Once, I would make certain my name
did not appear in any directory. Now
I dream I am back in different times and places,
and the people I remember I loved
are not there, and the places not at all
as they were, and it is as if I have belonged
to some underground organization
set up to allow no member
to betray another – no member ever
knowing who his associates actually are.
Now I agree to be listed, I ask to be listed –
and hope that this will make it easy to find me.

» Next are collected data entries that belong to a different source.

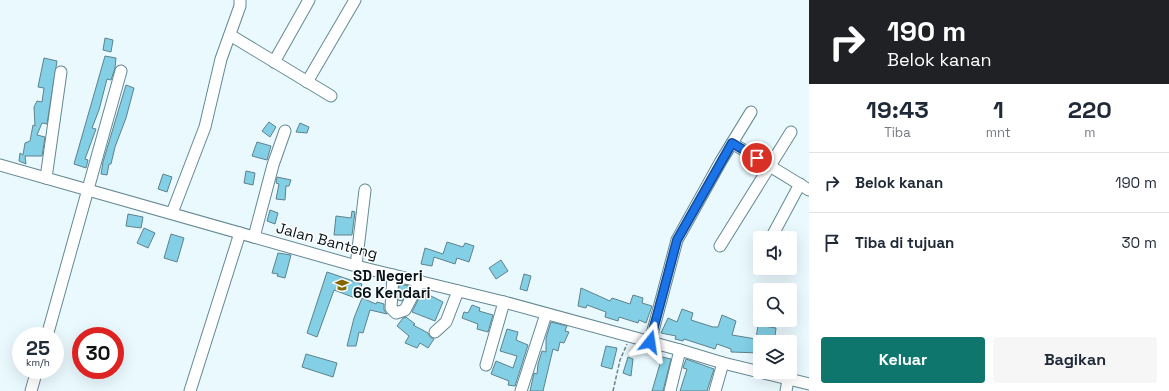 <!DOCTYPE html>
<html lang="id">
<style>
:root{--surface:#fff;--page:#f6f6f7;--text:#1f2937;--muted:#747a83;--line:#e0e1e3;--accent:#0f766e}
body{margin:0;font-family:"Space Grotesk",sans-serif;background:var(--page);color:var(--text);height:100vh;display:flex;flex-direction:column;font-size:15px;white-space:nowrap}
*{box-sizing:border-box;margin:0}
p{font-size:13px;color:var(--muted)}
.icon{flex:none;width:22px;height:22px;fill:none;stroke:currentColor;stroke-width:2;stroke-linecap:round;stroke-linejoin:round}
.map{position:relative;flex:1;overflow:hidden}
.drawer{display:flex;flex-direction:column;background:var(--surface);width:360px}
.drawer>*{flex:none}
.hud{background:#202124;color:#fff;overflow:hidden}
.controls{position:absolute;left:753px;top:231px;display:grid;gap:8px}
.controls a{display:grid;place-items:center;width:44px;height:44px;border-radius:4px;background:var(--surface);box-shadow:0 4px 16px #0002;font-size:20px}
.speed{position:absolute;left:12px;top:327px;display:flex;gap:8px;font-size:20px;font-weight:700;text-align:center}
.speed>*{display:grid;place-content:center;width:52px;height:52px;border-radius:50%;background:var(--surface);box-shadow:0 4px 16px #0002;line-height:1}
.speed small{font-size:10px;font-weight:400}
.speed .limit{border:6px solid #d22;background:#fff;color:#111}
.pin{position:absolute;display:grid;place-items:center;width:34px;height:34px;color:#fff;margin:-17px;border:2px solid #fff;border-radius:50%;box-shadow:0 1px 4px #0007}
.me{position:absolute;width:44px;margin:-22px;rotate:15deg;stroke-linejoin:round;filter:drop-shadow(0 0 3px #0008)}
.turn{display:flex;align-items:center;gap:14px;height:84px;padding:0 12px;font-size:18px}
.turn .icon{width:52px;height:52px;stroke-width:2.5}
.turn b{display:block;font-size:28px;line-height:34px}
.eta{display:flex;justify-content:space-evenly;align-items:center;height:68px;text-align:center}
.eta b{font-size:24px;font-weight:800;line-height:28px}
.primary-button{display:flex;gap:8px;margin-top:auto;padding:8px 12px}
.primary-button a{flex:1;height:46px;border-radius:4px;background:var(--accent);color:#fff;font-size:16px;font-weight:800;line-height:46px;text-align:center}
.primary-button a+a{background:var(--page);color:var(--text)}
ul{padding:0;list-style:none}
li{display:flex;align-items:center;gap:12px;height:60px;padding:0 12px;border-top:1px solid var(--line)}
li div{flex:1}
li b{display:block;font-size:15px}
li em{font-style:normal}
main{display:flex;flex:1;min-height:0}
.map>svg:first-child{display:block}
.building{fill:#83cfe5;stroke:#5e828d}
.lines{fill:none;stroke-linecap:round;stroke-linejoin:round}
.minor-casing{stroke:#648993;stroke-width:13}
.path{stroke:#738186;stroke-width:1.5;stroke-dasharray:4 2;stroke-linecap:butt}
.minor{stroke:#fff;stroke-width:11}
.route-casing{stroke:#114b97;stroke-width:10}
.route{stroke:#1a73e8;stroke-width:7}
.labels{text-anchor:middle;stroke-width:3;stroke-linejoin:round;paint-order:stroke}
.street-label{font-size:15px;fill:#061418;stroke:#fff}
.poi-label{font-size:15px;font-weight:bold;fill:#061418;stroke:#fff;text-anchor:start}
</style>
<main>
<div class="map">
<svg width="809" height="391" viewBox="0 0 809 391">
<rect width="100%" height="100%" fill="#eaf9fe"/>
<!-- building -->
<g class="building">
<path d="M105,38L113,40L111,52L103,50Z"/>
<path d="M105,56L116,58L115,68L111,80L107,79L99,110L92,128L96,129L85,159L88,160L86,168L74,164Z"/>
<path d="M44,58L57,61L47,124L42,123L37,135L45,137L42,156H25L26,164L19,161L20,153L23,155L25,143L30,141L33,125L35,126L34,107L37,101L42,102L44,88L38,87Z"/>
<path d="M126,85L134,88L126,118L115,147L111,164H109L107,175L101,174L103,162Z"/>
<path d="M269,122L276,127L270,137L262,131Z"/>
<path d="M300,123L309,127L307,133L296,132Z"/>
<path d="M257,142L271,146L267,160L252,156Z"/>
<path d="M246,171L255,173L253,185L244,183Z"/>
<path d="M163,174L172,177L167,192L158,189Z"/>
<path d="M277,177L291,180L289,186H286L285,200L276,199L279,184L276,183Z"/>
<path d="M270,210L278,213L275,224L267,221Z"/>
<path d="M352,211L355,212L352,235H334L336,216L351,218Z"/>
<path d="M128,214L143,217L141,228L126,226Z"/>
<path d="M144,228L155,233L148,248L137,243Z"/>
<path d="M171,234L184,238L177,262L164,258Z"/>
<path d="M447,242L463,247L465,243L474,246L469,262L457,258L455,264L434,257L432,266L421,264L425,248L443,254Z"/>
<path d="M278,253L291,255L285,278L277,276L278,274L272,273Z"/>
<path d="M501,260L508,271L496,279L489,268Z"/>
<path d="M327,272L362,284L358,299L334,290L317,337L307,333Z"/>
<path d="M524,274L531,276L527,291L520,289Z"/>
<path d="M399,284L409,286L402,301L398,300Z"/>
<path d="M581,288L610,301L612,298L630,304L633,295L643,298L642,303L652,306L646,323L639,320L638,323L619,317L618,321L605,317L606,312L587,305L586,308L578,306Z"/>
<path d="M423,290H427L425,293L443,302L435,321L412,312Z"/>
<path d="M362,298L376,304L377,302L384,304V310L387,314L370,310L363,333L359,332L356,346H347L354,318Z"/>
<path d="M472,305L480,308L479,311L493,315L488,332L477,329L478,324L462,318L464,312L468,313Z"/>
<path d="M682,309L693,313L691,320L713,327H718L722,315L736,321L732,335L756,339L758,325L776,328L775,336H770L769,342H760V353L731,352V349L717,344L715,349L684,339L683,341L675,339L676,336L661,333L668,318L677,322Z"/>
<path d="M406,317L415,324L413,325L428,333L430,337L434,339L428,348L420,343L417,348L405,343L409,336L397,326L403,318Z"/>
<path d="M551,322L567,326L565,331L569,332L564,343L560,342L558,351L553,349L543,391H530L534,373L537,374L538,364L542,351L546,352V338Z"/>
<path d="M507,329L518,332L516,340L528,345L515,386L508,385L509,381L491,374L496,361L513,368L517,356L500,351Z"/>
<path d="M606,346L617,348L612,369L601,366Z"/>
<path d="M306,354L337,363L333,377L302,367Z"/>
<path d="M628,357L633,359L631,376L623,373Z"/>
<path d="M662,357L671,359L663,391H652Z"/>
<path d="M686,359L714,369L707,391H680L687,369L683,368Z"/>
</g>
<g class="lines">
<defs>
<g id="minor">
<path d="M230,35L331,96"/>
<path d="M274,62L309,0"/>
<path d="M307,82L355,0"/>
<path d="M732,143L809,190"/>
<path d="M0,165L356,266L504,302L680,350L723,363L809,384"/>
<path d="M46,178L61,72"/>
<path d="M172,213L205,127L221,59L240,6V0"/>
<path d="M254,237L273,165L285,131"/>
<path d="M771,238L800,184"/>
<path d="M720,246L791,132"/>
<path d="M356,266L365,190"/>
<path d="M393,275L391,308L396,313L405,310L420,281"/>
<path d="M435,332L446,322L458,291"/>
<path d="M47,336L121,71"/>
<path d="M650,342L677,240L721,161L751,112"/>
<path d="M486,365L504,302"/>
<path d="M31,391L37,370"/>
<path d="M190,391L240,233"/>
<path d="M521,391L546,314"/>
<path d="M670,391L680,350"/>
<path d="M715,391L723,363"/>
<path d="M786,391L788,380"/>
</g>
</defs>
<!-- minor casing -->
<use href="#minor" class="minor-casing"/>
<!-- path -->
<path class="path" d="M613,391L620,360L627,344"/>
<!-- minor -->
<use href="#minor" class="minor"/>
</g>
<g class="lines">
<defs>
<path id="route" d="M650,342L677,240L732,143L757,158"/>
</defs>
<!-- route casing -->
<use href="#route" class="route-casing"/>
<!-- route -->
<use href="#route" class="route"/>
</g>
<!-- icons -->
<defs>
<symbol id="school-bare" viewBox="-9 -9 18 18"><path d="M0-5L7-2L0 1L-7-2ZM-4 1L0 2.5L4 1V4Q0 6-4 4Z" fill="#866600" stroke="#fff" stroke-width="2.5" paint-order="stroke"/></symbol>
</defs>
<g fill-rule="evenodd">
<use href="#school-bare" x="332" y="275" width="20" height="20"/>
</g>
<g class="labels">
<!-- street labels -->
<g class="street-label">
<text transform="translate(327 241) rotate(15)" y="5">Jalan Banteng</text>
</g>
<!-- poi labels -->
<g class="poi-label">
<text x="353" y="281">SD Negeri<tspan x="353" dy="17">66 Kendari</tspan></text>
</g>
</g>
</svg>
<div class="controls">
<a><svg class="icon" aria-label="sound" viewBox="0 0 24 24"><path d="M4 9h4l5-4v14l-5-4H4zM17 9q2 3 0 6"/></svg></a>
<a><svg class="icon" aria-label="search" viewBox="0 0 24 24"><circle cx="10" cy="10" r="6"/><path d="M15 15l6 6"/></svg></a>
<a><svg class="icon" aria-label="layers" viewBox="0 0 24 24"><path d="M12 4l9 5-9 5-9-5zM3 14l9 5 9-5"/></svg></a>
</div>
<div class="speed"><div>25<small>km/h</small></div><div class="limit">30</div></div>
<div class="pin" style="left:757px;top:158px;background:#d93025"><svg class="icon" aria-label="arrive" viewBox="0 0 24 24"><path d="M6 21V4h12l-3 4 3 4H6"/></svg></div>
<svg class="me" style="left:650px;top:342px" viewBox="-20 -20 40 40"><path d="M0-17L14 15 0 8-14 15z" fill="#1a73e8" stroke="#fff" stroke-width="4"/></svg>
</div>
<section class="drawer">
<div class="hud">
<div class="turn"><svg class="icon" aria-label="right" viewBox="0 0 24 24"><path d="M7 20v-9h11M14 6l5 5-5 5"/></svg><div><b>190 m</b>Belok kanan</div></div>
</div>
<div class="eta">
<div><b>19:43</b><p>Tiba</p></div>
<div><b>1</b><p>mnt</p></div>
<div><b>220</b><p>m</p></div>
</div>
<ul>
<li><svg class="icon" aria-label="right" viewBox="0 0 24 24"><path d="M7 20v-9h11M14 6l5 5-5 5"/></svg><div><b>Belok kanan</b></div><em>190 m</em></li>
<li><svg class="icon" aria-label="arrive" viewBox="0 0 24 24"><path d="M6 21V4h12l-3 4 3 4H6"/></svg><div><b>Tiba di tujuan</b></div><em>30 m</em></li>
</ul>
<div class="primary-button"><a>Keluar</a><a>Bagikan</a></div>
</section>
</main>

And now I dream of a list. On it
everything I and those I have been with
have ever truly felt or done is recorded
in the clearest detail. In the same dream
is a man who walks alongside me and knows
nothing but the entire list by heart,
and will recite it to the moment I die,
and then he too will disappear.
Notes on the Poem
The 2015 Griffin Poetry Prize judges noted that the poems of Russell Thornton's The Hundred Lives have attributes that make them "at once timeless and contemporary ..." The poem "A List" is a good example confirming that perceptive observation. In two ten-line stanzas, Thornton's narrator crisply delineates a dilemma he struggles with regarding his privacy and connection to others. In the first stanza, he claims he does not want to be listed or identified as belonging to any kind of association: "Once, I would make certain my name did not appear in any directory." The timelessness of this declaration, as he makes explicit with "Now I dream I am back in different times and places" means that association could be anything from a primitive clan or "some underground organization" of any era to a printed telephone book, a documentation of association that is also rapidly growing outdated. The tone of the poem is less whimsical, but it evokes the same sentiment as the oft-quoted Groucho Marx contention "I don’t care to belong to any club that will have me as a member." In the second stanza, the narrator has reversed his feelings from the first stanza, and he wants to be listed, catalogued and easy to find. "And now I dream of a list. On it everything I and those I have been with have ever truly felt or done is recorded in the clearest detail." Thornton's narrator's dream could be of any kind of list, of course, just as his grievance of the first stanza can be of any time in human history when someone did not want to part of a group, tribe or affiliation. How hauntingly accurate, though, is this as a description of how we all interact now on Facebook and other forms of social media? How startlingly contemporary is that?
Is it “a” list (where “a” is an indefinite article) or “A” list (where “A” suggests it’s an elite, preferred collection of whatever)?